Entrepreneurship isn’t always easy, but the rewards can make it well worth the effort.
Each GitHub’s three cofounders now has more Microsoft stock than Microsoft CEO Satya Nadella. Microsoft had yesterday announced that it was acquiring GitHub for $7.5 billion (Rs. 50,000 crore). Around half this amount will pass through to GitHub’s cofounders, who have all become billionaires after the deal.
GitHub’s three cofounders — Tom Preston-Werner, Chris Wanstrath and PJ Hyett — will each receive approximately 12.3 million Microsoft shares, reports Bloomberg. Microsoft CEO Satya Nadella, who’s been with the company for 26 years, and has been its CEO for the last 4, only has about 1/10th the stock as each of the GitHub founders will now receive. The GitHub founders will also have around 14 times the stock holdings of Microsoft President Brad Smith. Among the company’s insiders, their stock holdings would be only next to Microsoft founder Bill Gates, who holds 1.34% of the company.
That’s a pretty impressive outcome for GitHub, which had started off as a weekend project in 2008. Chris Wanstrath and Tom Preston-Werner, who were coders in Silicon Valley, had been hanging out at a sports bar after a local Ruby meetup, when Preston-Werner had an idea about a git hosting site which would allow users to collaborate on code. “It started more out of necessity than anything else: we both loved git but there was no acceptable way to share code with others,” said Wanstrath in a later interview. They began meeting on Saturdays to build the site piece-by-piece. When the basics were in place, they started using the site themselves at their day job. Soon they launched a free public beta for their friends, and it managed to quickly garner lots of users. Wanstrath, who was then working on a startup he’d cofounded with PJ Hyett, then quit his startup and got Hyett to join GitHub as a cofounder.
As GitHub grew, it started attracting the attention of some big-name investors. In 2010, GitHub raised a Series A round led by Andreesen Horowitz, and Sequoia Capital came on for its Series B. But even as GitHub began being used by millions of developers worldwide, it started experiencing some growing pains — in 2014, Preston-Werner resigned from GitHub when an internal investigation concluded that he and his wife had harassed an employee. In 2017, Wanstrath, who’d become CEO, was replaced and made executive chairman. GitHub was also not making money, with losses of $66 million in 2016.
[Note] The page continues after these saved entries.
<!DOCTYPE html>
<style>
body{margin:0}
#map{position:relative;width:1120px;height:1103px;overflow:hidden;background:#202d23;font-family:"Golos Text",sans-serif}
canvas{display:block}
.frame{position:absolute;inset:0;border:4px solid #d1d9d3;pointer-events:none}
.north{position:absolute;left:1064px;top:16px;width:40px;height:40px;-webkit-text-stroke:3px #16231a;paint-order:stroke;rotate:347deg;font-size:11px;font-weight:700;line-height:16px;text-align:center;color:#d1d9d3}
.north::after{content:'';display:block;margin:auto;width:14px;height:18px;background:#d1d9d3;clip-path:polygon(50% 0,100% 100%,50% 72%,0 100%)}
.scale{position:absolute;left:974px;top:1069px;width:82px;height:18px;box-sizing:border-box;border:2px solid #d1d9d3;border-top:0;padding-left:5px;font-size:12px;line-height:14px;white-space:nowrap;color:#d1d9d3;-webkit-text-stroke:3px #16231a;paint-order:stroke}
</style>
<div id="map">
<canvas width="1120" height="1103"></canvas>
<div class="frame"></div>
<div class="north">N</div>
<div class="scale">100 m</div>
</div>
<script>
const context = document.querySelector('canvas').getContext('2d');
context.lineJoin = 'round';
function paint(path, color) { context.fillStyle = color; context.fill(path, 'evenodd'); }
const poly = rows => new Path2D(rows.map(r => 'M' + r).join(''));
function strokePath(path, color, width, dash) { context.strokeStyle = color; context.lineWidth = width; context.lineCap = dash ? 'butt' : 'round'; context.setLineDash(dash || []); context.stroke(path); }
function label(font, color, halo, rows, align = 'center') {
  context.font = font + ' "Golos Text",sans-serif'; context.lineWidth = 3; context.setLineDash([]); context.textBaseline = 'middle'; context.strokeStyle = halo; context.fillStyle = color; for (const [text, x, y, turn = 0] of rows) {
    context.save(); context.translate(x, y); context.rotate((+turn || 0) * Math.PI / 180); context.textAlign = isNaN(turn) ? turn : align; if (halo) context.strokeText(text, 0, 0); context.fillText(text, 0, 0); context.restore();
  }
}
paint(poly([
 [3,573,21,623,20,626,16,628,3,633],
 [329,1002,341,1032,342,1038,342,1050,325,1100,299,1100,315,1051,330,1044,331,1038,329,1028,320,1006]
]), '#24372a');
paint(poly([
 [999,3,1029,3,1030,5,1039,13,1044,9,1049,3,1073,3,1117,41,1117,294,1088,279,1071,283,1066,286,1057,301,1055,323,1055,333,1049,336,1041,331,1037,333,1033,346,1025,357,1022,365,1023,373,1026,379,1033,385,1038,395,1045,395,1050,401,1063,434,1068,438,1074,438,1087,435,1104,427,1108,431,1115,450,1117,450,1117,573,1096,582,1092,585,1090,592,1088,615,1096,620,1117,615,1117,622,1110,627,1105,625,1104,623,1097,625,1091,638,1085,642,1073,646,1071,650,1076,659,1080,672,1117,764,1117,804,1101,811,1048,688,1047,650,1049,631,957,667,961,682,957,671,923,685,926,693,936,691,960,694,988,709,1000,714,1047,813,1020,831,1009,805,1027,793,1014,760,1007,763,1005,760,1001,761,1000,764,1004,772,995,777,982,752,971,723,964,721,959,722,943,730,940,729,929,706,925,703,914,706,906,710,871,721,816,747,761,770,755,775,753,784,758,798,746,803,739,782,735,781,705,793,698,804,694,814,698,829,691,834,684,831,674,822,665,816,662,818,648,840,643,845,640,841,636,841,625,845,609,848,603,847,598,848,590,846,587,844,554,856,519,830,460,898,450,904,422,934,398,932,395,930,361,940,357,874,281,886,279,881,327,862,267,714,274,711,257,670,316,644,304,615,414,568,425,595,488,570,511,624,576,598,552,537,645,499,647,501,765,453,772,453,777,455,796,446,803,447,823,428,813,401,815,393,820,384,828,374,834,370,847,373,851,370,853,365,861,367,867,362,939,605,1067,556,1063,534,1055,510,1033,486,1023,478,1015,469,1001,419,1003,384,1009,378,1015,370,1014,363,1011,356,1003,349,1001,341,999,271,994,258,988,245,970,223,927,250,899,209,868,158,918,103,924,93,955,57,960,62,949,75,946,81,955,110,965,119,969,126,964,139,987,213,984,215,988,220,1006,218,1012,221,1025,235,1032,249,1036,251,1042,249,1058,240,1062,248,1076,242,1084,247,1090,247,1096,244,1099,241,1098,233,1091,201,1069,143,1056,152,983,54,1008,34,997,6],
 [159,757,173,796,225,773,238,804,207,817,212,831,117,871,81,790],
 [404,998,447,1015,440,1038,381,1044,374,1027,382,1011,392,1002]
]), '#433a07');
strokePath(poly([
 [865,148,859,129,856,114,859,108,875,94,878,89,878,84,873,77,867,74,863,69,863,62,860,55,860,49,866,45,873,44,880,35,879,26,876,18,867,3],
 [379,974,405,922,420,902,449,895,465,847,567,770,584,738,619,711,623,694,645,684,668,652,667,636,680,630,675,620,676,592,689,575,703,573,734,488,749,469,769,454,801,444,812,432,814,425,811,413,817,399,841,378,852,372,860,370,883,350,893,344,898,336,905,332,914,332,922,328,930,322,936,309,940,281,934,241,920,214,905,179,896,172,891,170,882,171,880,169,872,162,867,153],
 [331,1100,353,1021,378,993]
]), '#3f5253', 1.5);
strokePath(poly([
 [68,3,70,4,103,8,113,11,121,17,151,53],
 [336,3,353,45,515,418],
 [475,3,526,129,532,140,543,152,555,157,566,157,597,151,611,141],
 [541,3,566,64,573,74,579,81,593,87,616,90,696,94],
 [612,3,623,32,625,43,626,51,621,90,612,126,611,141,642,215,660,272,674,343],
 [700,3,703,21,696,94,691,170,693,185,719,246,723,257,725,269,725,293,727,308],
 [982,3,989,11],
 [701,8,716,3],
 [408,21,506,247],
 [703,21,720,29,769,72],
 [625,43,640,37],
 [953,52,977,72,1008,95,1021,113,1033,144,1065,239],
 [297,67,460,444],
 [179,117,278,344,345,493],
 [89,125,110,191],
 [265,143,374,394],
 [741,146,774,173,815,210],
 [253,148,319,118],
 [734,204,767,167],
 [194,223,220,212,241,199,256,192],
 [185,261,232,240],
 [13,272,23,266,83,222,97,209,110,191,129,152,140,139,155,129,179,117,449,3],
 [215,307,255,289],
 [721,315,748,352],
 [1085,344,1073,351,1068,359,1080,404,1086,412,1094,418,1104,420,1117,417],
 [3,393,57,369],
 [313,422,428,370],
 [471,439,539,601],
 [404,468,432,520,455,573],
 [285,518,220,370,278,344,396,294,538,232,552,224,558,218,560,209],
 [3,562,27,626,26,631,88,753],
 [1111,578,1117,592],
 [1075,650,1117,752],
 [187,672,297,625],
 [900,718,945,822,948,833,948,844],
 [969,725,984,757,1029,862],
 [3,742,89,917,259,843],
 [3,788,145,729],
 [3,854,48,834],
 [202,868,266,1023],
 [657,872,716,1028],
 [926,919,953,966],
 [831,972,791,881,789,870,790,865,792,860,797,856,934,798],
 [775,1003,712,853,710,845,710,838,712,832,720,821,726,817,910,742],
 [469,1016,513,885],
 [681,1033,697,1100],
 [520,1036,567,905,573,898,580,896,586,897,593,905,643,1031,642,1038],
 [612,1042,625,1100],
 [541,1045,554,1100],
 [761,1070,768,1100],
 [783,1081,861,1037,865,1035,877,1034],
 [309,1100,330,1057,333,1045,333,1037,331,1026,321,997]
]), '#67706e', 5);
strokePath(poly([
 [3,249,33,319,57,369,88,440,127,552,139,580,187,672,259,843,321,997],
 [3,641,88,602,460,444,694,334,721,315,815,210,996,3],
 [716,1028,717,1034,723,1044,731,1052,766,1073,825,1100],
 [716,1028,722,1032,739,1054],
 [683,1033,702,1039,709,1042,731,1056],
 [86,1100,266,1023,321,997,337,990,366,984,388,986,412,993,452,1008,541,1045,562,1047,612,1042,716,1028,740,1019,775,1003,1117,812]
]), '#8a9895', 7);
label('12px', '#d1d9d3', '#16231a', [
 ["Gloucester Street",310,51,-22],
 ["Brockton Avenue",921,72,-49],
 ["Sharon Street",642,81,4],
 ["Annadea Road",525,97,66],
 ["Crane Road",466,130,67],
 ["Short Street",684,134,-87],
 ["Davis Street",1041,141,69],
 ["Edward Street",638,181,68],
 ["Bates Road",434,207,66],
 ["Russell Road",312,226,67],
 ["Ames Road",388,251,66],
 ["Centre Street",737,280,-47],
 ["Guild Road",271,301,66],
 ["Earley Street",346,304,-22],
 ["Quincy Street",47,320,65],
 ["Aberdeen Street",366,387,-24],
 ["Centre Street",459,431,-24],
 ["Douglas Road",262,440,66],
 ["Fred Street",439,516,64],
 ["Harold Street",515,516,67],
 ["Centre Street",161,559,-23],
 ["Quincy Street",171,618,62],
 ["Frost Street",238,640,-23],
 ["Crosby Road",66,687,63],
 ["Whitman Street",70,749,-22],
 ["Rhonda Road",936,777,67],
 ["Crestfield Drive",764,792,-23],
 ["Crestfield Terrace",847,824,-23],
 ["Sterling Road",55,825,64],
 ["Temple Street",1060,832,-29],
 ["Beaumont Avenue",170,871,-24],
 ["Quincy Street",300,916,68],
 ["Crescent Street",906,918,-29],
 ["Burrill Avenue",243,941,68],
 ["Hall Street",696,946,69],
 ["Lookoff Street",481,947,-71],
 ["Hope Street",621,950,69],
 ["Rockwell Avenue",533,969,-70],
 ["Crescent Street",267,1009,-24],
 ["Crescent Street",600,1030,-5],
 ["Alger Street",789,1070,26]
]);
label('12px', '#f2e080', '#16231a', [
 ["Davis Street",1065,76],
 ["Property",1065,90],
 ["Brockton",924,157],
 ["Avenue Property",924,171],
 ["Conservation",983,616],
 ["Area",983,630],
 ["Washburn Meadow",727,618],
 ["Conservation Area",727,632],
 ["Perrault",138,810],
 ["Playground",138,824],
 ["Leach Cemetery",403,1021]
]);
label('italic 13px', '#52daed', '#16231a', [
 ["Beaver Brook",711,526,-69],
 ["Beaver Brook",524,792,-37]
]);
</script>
But Microsoft’s $7.5 billion acquisition will sooth over any troubles that GitHub might’ve had. Even with its employee retention and management issues, GitHub had 28 million users, and nearly 500 million repositories of code. That means that its cofounders have been generously rewarded for their efforts — through what began as a weekend project, they’re now billionaires, and hold more stock in the world’s fourth most valuable company than the CEO himself.